Task brief ▸ From the first line to the last, give the records again exactly.

Stored data:
────────────────────

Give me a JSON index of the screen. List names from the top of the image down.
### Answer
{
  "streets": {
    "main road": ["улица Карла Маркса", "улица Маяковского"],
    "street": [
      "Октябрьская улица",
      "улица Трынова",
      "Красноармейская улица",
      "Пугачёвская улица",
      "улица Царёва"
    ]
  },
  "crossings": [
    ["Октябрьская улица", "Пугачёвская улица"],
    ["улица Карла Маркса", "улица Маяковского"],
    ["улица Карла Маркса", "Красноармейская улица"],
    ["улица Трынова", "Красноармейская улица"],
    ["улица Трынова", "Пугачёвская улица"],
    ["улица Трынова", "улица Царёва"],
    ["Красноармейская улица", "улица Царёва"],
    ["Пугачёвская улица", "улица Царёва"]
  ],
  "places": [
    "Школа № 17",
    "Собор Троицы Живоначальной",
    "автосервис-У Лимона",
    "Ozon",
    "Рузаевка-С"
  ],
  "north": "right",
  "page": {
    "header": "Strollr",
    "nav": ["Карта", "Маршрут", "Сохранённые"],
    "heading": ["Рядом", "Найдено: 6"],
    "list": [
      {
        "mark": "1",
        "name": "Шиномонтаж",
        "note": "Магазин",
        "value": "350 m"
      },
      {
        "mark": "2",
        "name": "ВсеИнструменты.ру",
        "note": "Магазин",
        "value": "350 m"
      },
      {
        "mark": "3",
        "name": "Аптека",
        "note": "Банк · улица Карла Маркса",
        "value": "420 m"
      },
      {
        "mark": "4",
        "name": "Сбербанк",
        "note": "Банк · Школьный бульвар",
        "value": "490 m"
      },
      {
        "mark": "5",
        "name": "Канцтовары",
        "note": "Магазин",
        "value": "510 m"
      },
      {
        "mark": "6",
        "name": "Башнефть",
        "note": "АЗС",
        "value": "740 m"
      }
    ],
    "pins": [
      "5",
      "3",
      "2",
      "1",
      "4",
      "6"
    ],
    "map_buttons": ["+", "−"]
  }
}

────────────────────

Response area ▸
Give me a JSON index of the screen. List names from the top of the image down.
### Answer
{
  "streets": {
    "main road": ["улица Карла Маркса", "улица Маяковского"],
    "street": [
      "Октябрьская улица",
      "улица Трынова",
      "Красноармейская улица",
      "Пугачёвская улица",
      "улица Царёва"
    ]
  },
  "crossings": [
    ["Октябрьская улица", "Пугачёвская улица"],
    ["улица Карла Маркса", "улица Маяковского"],
    ["улица Карла Маркса", "Красноармейская улица"],
    ["улица Трынова", "Красноармейская улица"],
    ["улица Трынова", "Пугачёвская улица"],
    ["улица Трынова", "улица Царёва"],
    ["Красноармейская улица", "улица Царёва"],
    ["Пугачёвская улица", "улица Царёва"]
  ],
  "places": [
    "Школа № 17",
    "Собор Троицы Живоначальной",
    "автосервис-У Лимона",
    "Ozon",
    "Рузаевка-С"
  ],
  "north": "right",
  "page": {
    "header": "Strollr",
    "nav": ["Карта", "Маршрут", "Сохранённые"],
    "heading": ["Рядом", "Найдено: 6"],
    "list": [
      {
        "mark": "1",
        "name": "Шиномонтаж",
        "note": "Магазин",
        "value": "350 m"
      },
      {
        "mark": "2",
        "name": "ВсеИнструменты.ру",
        "note": "Магазин",
        "value": "350 m"
      },
      {
        "mark": "3",
        "name": "Аптека",
        "note": "Банк · улица Карла Маркса",
        "value": "420 m"
      },
      {
        "mark": "4",
        "name": "Сбербанк",
        "note": "Банк · Школьный бульвар",
        "value": "490 m"
      },
      {
        "mark": "5",
        "name": "Канцтовары",
        "note": "Магазин",
        "value": "510 m"
      },
      {
        "mark": "6",
        "name": "Башнефть",
        "note": "АЗС",
        "value": "740 m"
      }
    ],
    "pins": [
      "5",
      "3",
      "2",
      "1",
      "4",
      "6"
    ],
    "map_buttons": ["+", "−"]
  }
}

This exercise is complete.